- WORK TO COMPLETE -
Return each line of the records holding the string "hidden".

- LISTED ENTRIES -
#####

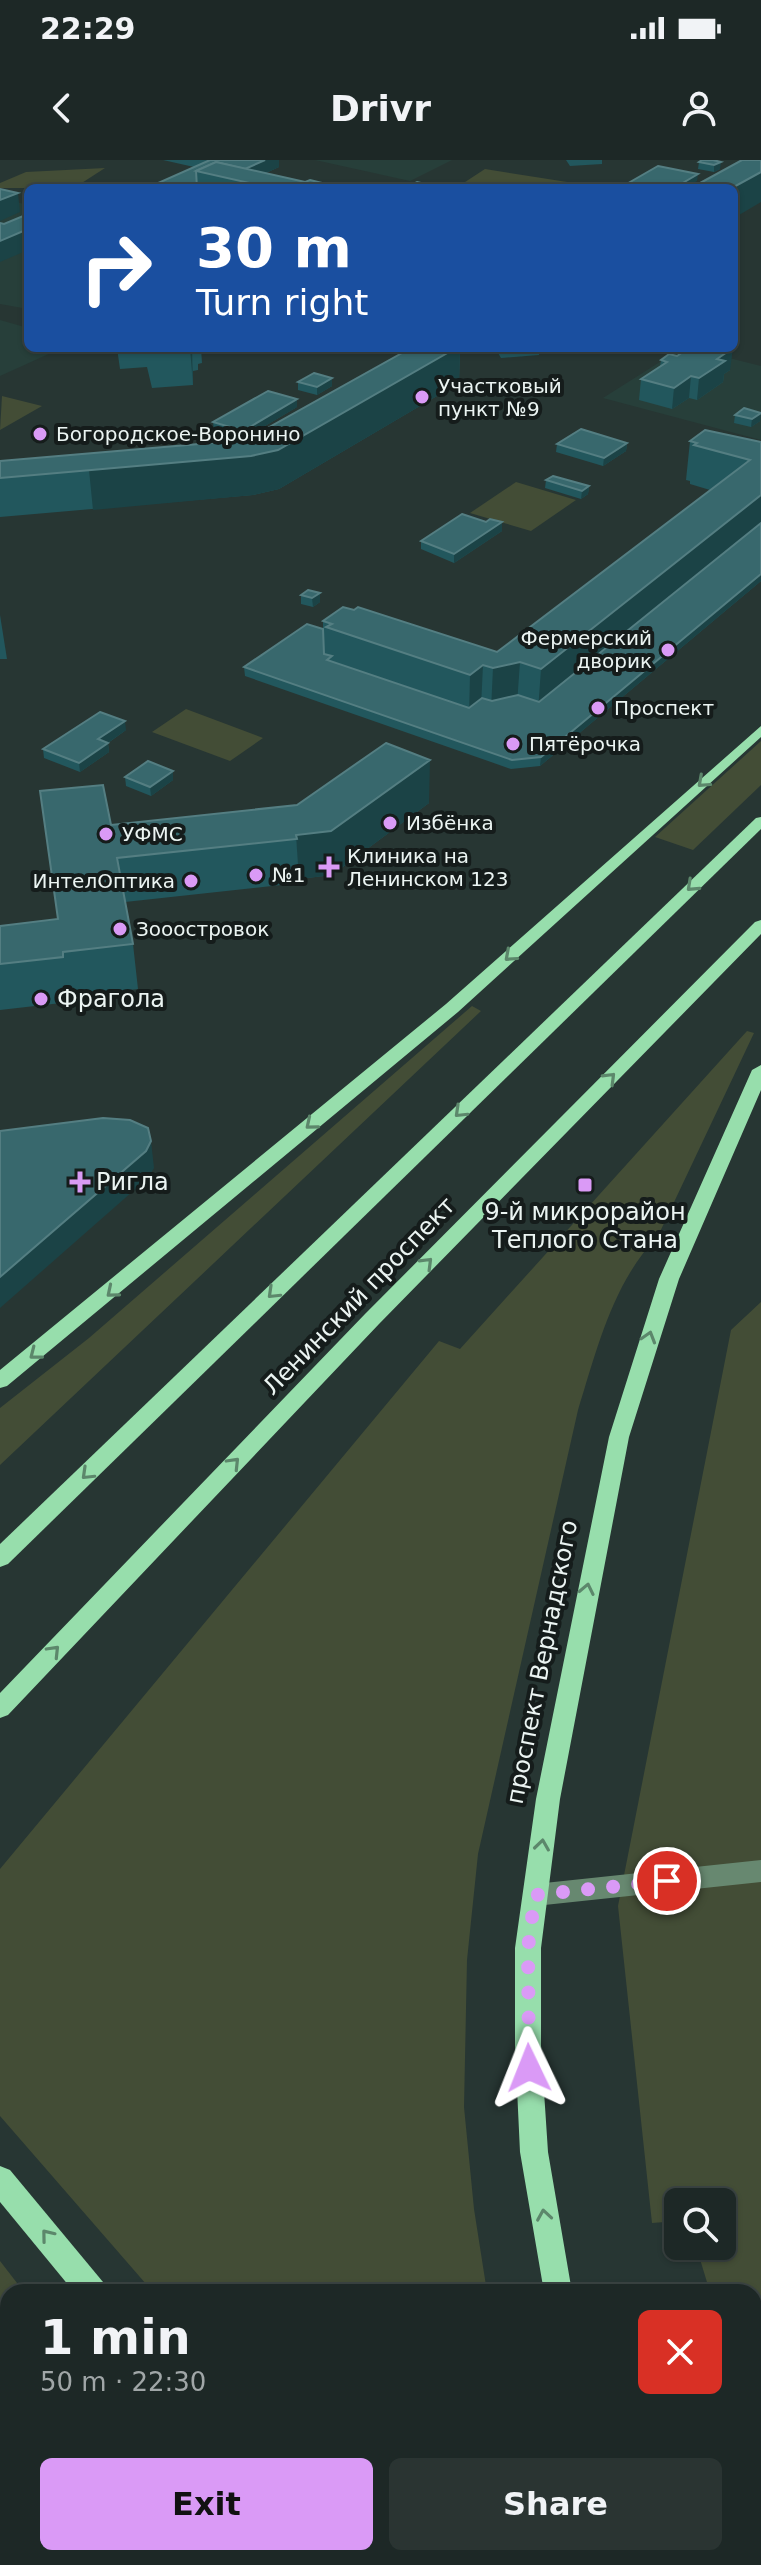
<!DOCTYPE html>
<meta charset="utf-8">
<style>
body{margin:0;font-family:"DejaVu Sans",sans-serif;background:#2a3432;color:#f1f3f6;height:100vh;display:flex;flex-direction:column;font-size:30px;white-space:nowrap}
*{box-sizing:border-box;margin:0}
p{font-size:26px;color:#a0a6a7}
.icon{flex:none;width:44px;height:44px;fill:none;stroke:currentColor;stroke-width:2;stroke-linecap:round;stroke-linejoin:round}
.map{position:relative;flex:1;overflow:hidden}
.drawer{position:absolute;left:0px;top:2124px;width:762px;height:282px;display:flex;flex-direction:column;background:#1d2826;border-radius:24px 24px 0 0;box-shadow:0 2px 6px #0004,0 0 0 2px #3b4443}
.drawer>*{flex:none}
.banner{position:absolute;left:24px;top:24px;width:714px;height:168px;border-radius:12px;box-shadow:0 2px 6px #0004,0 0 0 2px #3b4443;background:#1a4fa0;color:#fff;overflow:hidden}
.controls{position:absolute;left:664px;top:2028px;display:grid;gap:16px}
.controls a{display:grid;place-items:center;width:72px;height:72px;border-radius:12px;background:#1d2826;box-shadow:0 2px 6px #0004,0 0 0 2px #3b4443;font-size:40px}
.pin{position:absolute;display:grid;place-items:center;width:68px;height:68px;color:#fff;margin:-34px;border:4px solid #fff;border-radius:50%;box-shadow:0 2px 8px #0007}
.me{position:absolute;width:88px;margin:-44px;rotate:358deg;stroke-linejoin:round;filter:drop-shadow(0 0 6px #0008)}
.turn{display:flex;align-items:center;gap:28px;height:168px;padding:0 40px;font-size:36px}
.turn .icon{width:104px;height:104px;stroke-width:2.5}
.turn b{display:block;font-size:56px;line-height:68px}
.round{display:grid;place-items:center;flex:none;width:84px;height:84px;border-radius:12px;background:#2a3432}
.overview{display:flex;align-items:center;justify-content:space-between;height:136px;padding:0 40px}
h1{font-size:48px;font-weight:800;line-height:60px}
.cta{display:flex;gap:16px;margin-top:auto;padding:16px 40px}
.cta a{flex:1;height:92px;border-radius:12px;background:#da9af6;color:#111;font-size:32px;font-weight:800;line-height:92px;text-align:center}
.cta a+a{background:#2a3432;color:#f1f3f6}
.status{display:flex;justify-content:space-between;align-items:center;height:56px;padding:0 40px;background:#1d2826;direction:ltr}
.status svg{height:22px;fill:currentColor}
header{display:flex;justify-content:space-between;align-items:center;height:104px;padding:0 40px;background:#1d2826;font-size:36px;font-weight:800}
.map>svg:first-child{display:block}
</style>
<div class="status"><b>22:29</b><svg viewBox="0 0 49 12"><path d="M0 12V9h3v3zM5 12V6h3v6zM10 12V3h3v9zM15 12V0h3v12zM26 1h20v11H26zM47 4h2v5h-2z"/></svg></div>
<header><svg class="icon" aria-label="back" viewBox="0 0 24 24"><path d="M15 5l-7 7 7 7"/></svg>Drivr<svg class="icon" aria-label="person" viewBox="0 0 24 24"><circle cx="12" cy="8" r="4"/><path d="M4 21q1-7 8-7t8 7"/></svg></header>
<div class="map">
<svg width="761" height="2405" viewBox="0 0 761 2405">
<rect width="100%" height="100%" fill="#273633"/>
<g fill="#273f3a">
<path d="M315,0H452L410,21Z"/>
<path d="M0,38L28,45V149L0,144Z"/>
<path d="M0,160L28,168V188H62L0,216Z"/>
<path d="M697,190L761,206V280L603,238L671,195Z"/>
</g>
<g fill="#434d36">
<path d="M105,8L74,28H0V23L26,12Z"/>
<path d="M485,9L580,24L585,26L482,28L462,24Z"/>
<path d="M2,236L42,246L0,270Z"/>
<path d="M516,322L576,340L531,371L470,353Z"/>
<path d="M186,549L263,578L230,601L152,572Z"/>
<path d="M761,581V625L693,690L655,677Z"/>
<path d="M472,846L481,851L0,1305V1248L89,1178Z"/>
<path d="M747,871L754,873L658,1076C613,1122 597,1189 578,1250L478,1694L467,1800L464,1947L474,2049L487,2132H153L0,1956V1709L439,1181L460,1189Z"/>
<path d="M761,1142V2302L754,2279V2132H710L696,2086H722V2042H678V2061L652,2063L618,1746L731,1170Z"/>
<path d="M0,2101L24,2132H8V2398H235L240,2405H0Z"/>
<path d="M368,2398H541L543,2405H373Z"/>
</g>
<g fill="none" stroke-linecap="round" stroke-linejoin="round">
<path fill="#678870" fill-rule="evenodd" d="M761,1700V1722L535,1746L526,1743L523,1735L526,1727L535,1724Z"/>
<g fill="#97deac" fill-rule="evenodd">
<path d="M761,566V577L458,852L7,1226L0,1228V1210L446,844Z"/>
<path d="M761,657V669L8,1404L0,1407V1384L756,658Z"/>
<path d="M761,760V774L379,1164L8,1555L0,1558V1533L365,1154L755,762Z"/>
<path d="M761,905V930L679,1119L629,1277L560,1639L541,1788V1886L548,1992L572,2132H544L520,1992L515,1886V1788L536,1639L609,1277L659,1119L752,910Z"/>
<path d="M0,2006L10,2010L103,2122L107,2132H74L0,2042Z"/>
<path d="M287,2398H322L325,2405H290Z"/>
<path d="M612,2398H644L646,2405H614Z"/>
</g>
</g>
<g fill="#22575d">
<path d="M163,0H279V7L266,13L305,22L322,23V26L332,28H150L149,27L194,7Z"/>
<path d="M566,0H602V4L570,6Z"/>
<path d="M702,0L720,9L714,12L698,9L699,2Z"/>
<path d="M117,188H201L202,203L198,204V210L193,211V225L152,228L147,207L120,209Z"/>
<path d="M411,188H460L459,223L279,329L253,335L0,357V301L246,280Z"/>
<path d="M495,188H540L539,195L501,198Z"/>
<path d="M661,200L730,210L724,214L723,222L697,240L689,238L672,249L639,240L641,219L660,206Z"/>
<path d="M298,222L332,226L317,235L298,230Z"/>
<path d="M297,247L243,279L214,270L213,262Z"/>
<path d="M735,255L760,261L751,267L734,263Z"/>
<path d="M690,281L761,282V421L540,606L511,609L245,516L244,507L323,469V461L497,492L710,330L690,324V321L686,320Z"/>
<path d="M627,283L626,291L603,306L556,292L557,284Z"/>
<path d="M546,320L589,326L588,334L581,339L545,328Z"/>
<path d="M486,362L502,371L454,403L421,389V381Z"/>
<path d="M308,430L320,442L313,447L301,444V435Z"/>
<path d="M0,455L7,499H0Z"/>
<path d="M126,570L108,583L109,592L80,612L44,598L43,589Z"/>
<path d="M125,617L173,620L151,636L126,626Z"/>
<path d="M429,643L332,715L299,719V723L125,742L133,784L138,829L69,837L70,842L0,850V766L58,759L111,665Z"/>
</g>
<g fill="#1b4346">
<path d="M265,0H279V7L246,22L226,18Z"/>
<path d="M721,2L720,9L714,12V5Z"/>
<path d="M761,12V42L734,58V28H732Z"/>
<path d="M698,14L697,21L685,28H674Z"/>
<path d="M18,33L20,52L0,61V40Z"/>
<path d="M28,69V90L0,102V81Z"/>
<path d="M190,188H192L193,225Z"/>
<path d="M456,188H460L459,223L279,329L253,335L93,350L89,310L251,296Z"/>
<path d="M733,188L730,210L724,214L723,222L697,240L699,218L717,199Z"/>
<path d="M691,216L689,238L672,249L674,228Z"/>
<path d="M332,218V226L317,235V227Z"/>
<path d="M297,239V247L243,279V271Z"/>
<path d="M761,253L760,261L751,267L752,259Z"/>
<path d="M627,283L626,291L603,306L604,298Z"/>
<path d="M589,326L588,334L581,339L582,331Z"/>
<path d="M761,335V371L538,551L541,509Z"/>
<path d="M502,362V371L454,403V394Z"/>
<path d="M761,414V421L540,606L541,597Z"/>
<path d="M320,433V442L313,447L312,438Z"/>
<path d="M520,502L517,544L491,550L493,508Z"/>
<path d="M483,505L481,547L469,557L470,515Z"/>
<path d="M125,561L126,570L99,589L98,579Z"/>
<path d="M108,583L109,592L80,612L79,603Z"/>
<path d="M430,600L429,643L332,715L299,719L296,675Z"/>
<path d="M173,611V620L151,636L150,627Z"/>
<path d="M151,981L154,1008L149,1017L0,1148V1117Z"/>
</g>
<g fill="#38686d" stroke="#547e82" stroke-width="2">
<path d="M210,0H265L245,9L216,2L196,11L197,28H155L149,27Z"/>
<path d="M702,0H713L721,2L714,5L699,2Z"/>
<path d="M742,0H761V12L732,28H691Z"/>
<path d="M216,2L332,28H272L196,11Z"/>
<path d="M658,6L698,14L674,28H641L625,25Z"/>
<path d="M310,20L322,23L317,25L305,22Z"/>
<path d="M417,22L433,26L429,28H406Z"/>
<path d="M0,29L18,33L0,40Z"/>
<path d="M28,54V69L0,81V63L4,64Z"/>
<path d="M149,188H184L149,190Z"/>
<path d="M411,188H456L278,290L251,296L0,318V301L246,280Z"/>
<path d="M689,188H733L717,199L725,201L699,218L691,216L674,228L641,219L667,202L661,200L669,194L677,196Z"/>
<path d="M314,213L332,218L317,227L298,222Z"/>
<path d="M268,231L297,239L243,271L213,262Z"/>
<path d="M744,248L761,253L752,259L735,255Z"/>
<path d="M581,269L627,283L604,298L557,284Z"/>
<path d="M705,270L761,282V335L541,509L520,502L493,508L483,505L470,515L326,467L332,464L323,461L343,447L354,450L358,447L497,492L750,300L694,285L697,283L690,281Z"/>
<path d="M553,316L589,326L582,331L546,320Z"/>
<path d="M462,354L486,362L490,359L502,362L454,394L421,381Z"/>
<path d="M761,363V414L541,597L512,600L244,507L307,464L323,469L324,494L332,496L327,500L469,548L482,538L492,541L518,535L539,542Z"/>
<path d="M308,430L320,433L312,438L301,435Z"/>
<path d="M100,552L125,561L98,579L108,583L79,603L43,589Z"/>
<path d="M386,583L430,600L331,671L296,675L297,679L117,698L133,784L63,792V797L0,804V766L58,759L40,631L103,625L111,665L297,645Z"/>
<path d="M148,601L173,611L150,627L125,617Z"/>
<path d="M103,958L130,960L148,968L151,981L146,991L0,1117V971Z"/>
</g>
<defs><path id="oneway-chevron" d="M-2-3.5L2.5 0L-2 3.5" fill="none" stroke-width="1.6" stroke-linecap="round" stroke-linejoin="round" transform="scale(2)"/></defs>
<g stroke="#5c876b">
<use href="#oneway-chevron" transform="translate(703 622) rotate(138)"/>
<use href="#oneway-chevron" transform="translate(692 726) rotate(137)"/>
<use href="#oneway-chevron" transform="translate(510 796) rotate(138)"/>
<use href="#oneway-chevron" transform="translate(610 918) rotate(-45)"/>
<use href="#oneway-chevron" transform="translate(460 952) rotate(136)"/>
<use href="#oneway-chevron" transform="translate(311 964) rotate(140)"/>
<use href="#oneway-chevron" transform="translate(427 1103) rotate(-45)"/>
<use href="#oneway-chevron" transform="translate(112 1132) rotate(140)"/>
<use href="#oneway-chevron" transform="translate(273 1133) rotate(136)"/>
<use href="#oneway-chevron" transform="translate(649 1177) rotate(-73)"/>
<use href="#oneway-chevron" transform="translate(35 1194) rotate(142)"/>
<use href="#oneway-chevron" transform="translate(234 1303) rotate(-46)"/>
<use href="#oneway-chevron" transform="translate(87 1314) rotate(136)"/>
<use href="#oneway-chevron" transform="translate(587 1429) rotate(-78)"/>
<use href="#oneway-chevron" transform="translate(54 1491) rotate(-46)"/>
<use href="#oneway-chevron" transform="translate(542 1685) rotate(-82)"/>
<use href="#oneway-chevron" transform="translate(544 2055) rotate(-99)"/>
<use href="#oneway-chevron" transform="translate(47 2075) rotate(-129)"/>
</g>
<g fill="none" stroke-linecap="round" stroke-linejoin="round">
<path stroke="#da9af6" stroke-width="14" stroke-dasharray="0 25.2" d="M529,1908L528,1788L535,1735L667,1721"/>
</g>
<g fill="#da9af6" stroke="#151c1b" stroke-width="3">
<circle cx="422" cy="237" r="8"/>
<circle cx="40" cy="274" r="8"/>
<circle cx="668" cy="490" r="8"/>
<circle cx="598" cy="548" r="8"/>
<circle cx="513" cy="584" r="8"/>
<circle cx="390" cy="663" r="8"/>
<circle cx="106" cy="674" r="8"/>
<path d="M325 695h8v8h8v8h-8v8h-8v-8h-8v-8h8z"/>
<circle cx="256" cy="715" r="8"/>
<circle cx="191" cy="721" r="8"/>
<circle cx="120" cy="769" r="8"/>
<circle cx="41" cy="839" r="8"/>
<path d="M76 1010h8v8h8v8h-8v8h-8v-8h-8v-8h8z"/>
<rect x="577" y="1017" width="16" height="16" rx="4"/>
</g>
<g text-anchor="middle" stroke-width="8" stroke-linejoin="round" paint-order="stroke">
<g font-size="20" fill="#ebf4f2" stroke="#151c1b" text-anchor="start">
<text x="438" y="233">Участковый<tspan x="438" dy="23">пункт №9</tspan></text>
<text x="56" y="281">Богородское-Воронино</text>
<text x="652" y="485" text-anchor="end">Фермерский<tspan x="652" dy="23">дворик</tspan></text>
<text x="614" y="555">Проспект</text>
<text x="529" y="591">Пятёрочка</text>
<text x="406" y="670">Избёнка</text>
<text x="122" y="681">УФМС</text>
<text x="347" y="703">Клиника на<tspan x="347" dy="23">Ленинском 123</tspan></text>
<text x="272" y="722">№1</text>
<text x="175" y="728" text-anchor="end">ИнтелОптика</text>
<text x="136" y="776">Зооостровок</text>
</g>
<g font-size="24" fill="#ebf4f2" stroke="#151c1b" text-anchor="start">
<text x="57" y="847">Фрагола</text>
<text x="96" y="1030">Ригла</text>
<text x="585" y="1060" text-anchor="middle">9-й микрорайон<tspan x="585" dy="28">Теплого Стана</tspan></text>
</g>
<g font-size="24" fill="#ebf4f2" stroke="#151c1b">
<text transform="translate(359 1136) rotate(-46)" y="8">Ленинский проспект</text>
<text transform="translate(542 1502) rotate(-79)" y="8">проспект Вернадского</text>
</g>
</g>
</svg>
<div class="controls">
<a><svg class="icon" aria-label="search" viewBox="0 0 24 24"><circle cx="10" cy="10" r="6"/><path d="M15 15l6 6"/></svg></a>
</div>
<div class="pin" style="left:667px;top:1721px;background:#d93025"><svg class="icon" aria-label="arrive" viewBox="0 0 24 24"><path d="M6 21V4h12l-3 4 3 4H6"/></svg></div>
<svg class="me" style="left:529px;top:1908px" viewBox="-20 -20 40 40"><path d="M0-17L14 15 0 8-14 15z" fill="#da9af6" stroke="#fff" stroke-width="4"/></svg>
<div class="banner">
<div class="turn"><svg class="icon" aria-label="right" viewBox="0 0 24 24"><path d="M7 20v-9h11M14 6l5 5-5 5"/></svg><div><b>30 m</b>Turn right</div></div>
</div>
<section class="drawer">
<div class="overview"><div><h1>1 min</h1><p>50 m · 22:30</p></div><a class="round" style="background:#d93025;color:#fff"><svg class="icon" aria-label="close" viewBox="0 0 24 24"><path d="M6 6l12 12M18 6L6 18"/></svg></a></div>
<div class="cta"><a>Exit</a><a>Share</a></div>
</section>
</div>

#####

- FINISHED EXERCISE -
.map{position:relative;flex:1;overflow:hidden}
.banner{position:absolute;left:24px;top:24px;width:714px;height:168px;border-radius:12px;box-shadow:0 2px 6px #0004,0 0 0 2px #3b4443;background:#1a4fa0;color:#fff;overflow:hidden}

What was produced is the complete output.